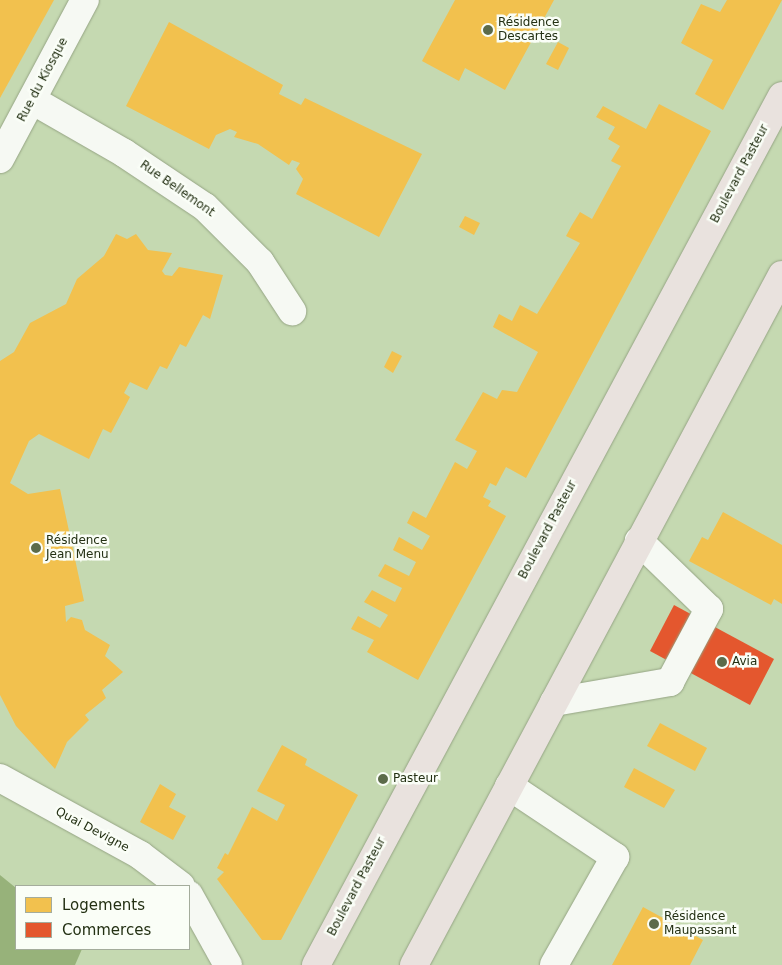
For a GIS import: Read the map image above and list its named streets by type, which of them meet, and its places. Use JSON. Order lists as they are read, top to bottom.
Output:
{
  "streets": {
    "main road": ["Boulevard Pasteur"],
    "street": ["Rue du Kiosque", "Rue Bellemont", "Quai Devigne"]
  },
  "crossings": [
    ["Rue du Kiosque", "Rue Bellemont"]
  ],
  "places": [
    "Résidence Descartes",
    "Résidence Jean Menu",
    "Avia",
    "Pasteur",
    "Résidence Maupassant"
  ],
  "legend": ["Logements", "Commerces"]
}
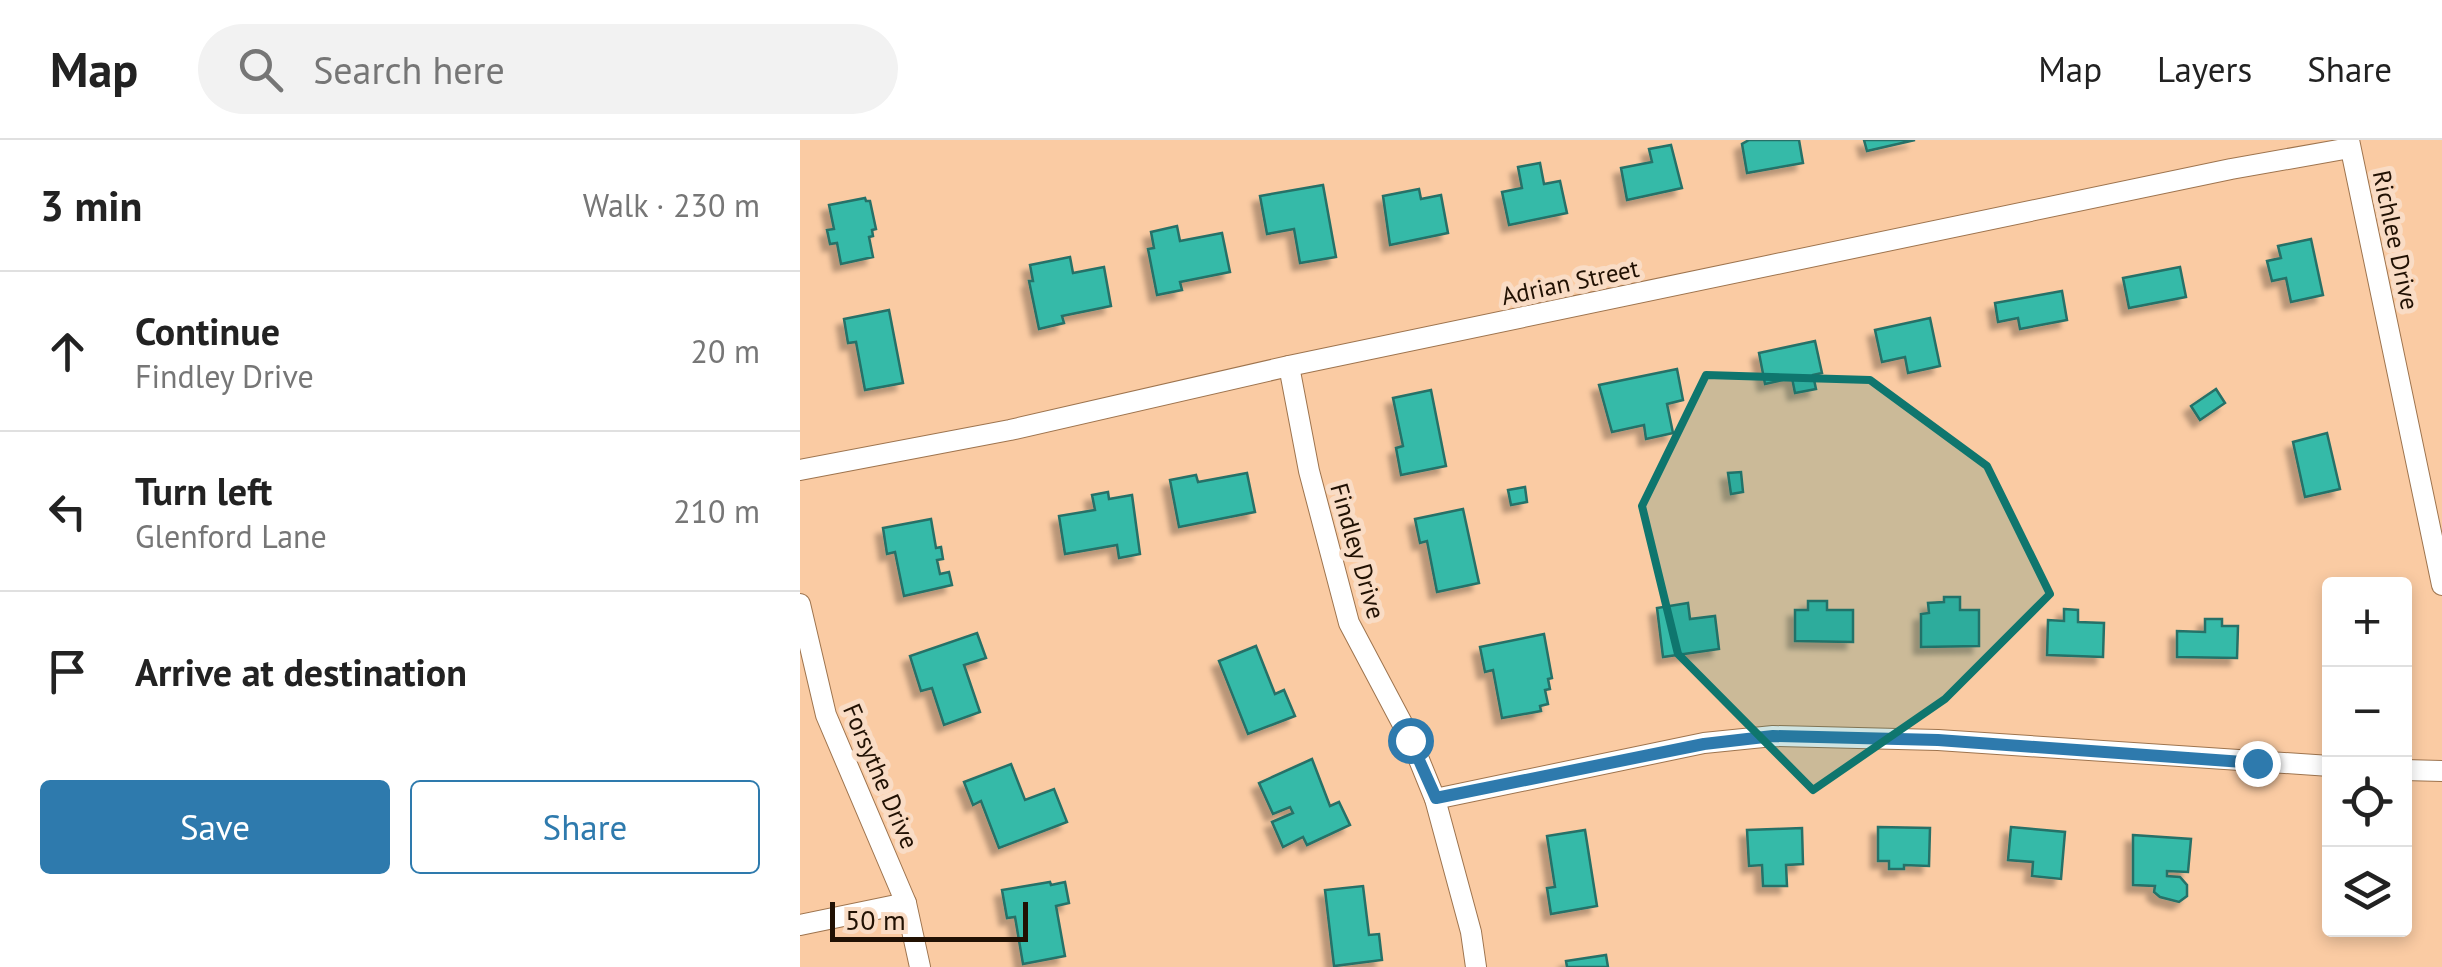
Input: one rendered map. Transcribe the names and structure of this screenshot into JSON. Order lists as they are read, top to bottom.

---

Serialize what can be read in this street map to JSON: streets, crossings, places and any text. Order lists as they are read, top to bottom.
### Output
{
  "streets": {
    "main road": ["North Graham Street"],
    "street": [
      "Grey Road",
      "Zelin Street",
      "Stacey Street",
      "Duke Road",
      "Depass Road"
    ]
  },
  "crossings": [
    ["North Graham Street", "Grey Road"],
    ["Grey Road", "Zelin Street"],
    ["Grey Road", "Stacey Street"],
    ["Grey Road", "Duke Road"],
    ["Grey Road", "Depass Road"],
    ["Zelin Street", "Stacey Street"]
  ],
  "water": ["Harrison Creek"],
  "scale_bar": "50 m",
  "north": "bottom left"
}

==

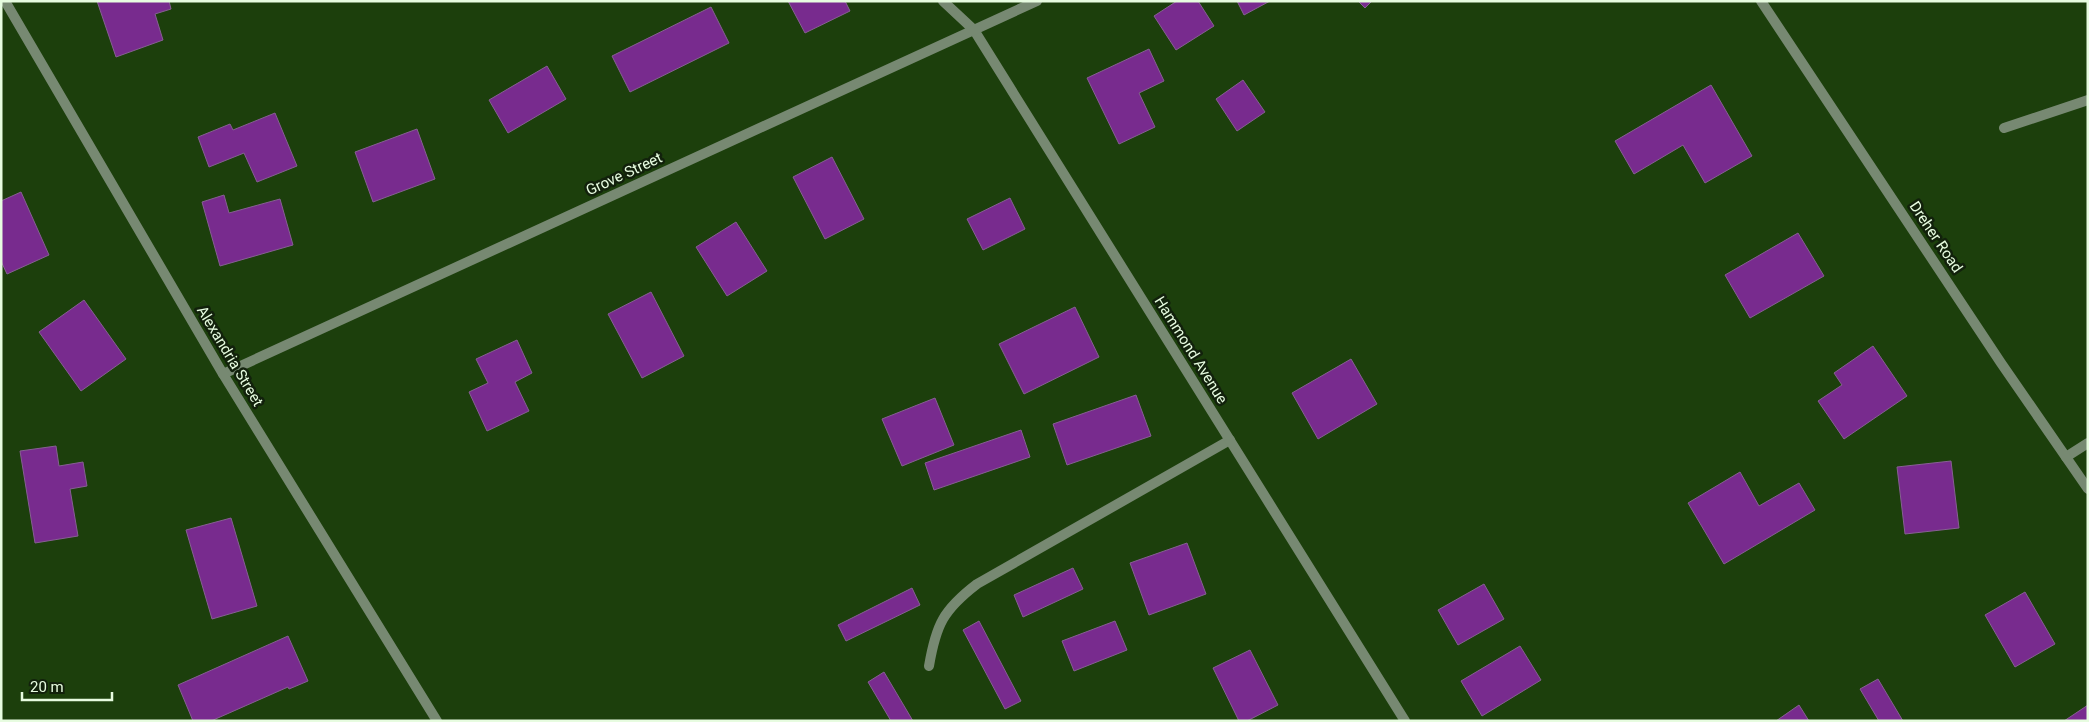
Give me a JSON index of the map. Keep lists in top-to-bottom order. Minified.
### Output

Task description: Display every line of the listing that contains the string "read".

Output of the task:
For a GIS import: Read the map image above and list its named streets by type, which of them meet, and its places. Use JSON. Order lists as they are read, top to bottom.
Input: one rendered map. Transcribe the names and structure of this screenshot into JSON. Order lists as they are read, top to bottom.
Serialize what can be read in this street map to JSON: streets, crossings, places and any text. Order lists as they are read, top to bottom.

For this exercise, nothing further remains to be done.